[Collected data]
------------------------------------------------
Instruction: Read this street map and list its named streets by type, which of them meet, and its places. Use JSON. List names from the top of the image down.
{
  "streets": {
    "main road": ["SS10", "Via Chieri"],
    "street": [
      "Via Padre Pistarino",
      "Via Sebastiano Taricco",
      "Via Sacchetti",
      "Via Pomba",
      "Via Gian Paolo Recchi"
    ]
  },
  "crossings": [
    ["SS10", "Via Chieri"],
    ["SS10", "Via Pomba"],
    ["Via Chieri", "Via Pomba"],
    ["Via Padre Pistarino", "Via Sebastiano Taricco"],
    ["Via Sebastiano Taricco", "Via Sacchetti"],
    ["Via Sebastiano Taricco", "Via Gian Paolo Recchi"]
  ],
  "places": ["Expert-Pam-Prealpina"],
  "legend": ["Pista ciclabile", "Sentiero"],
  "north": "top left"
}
------------------------------------------------
* _Exercise_:
Return all of the entries word for word.

* _Response_:
Instruction: Read this street map and list its named streets by type, which of them meet, and its places. Use JSON. List names from the top of the image down.
{
  "streets": {
    "main road": ["SS10", "Via Chieri"],
    "street": [
      "Via Padre Pistarino",
      "Via Sebastiano Taricco",
      "Via Sacchetti",
      "Via Pomba",
      "Via Gian Paolo Recchi"
    ]
  },
  "crossings": [
    ["SS10", "Via Chieri"],
    ["SS10", "Via Pomba"],
    ["Via Chieri", "Via Pomba"],
    ["Via Padre Pistarino", "Via Sebastiano Taricco"],
    ["Via Sebastiano Taricco", "Via Sacchetti"],
    ["Via Sebastiano Taricco", "Via Gian Paolo Recchi"]
  ],
  "places": ["Expert-Pam-Prealpina"],
  "legend": ["Pista ciclabile", "Sentiero"],
  "north": "top left"
}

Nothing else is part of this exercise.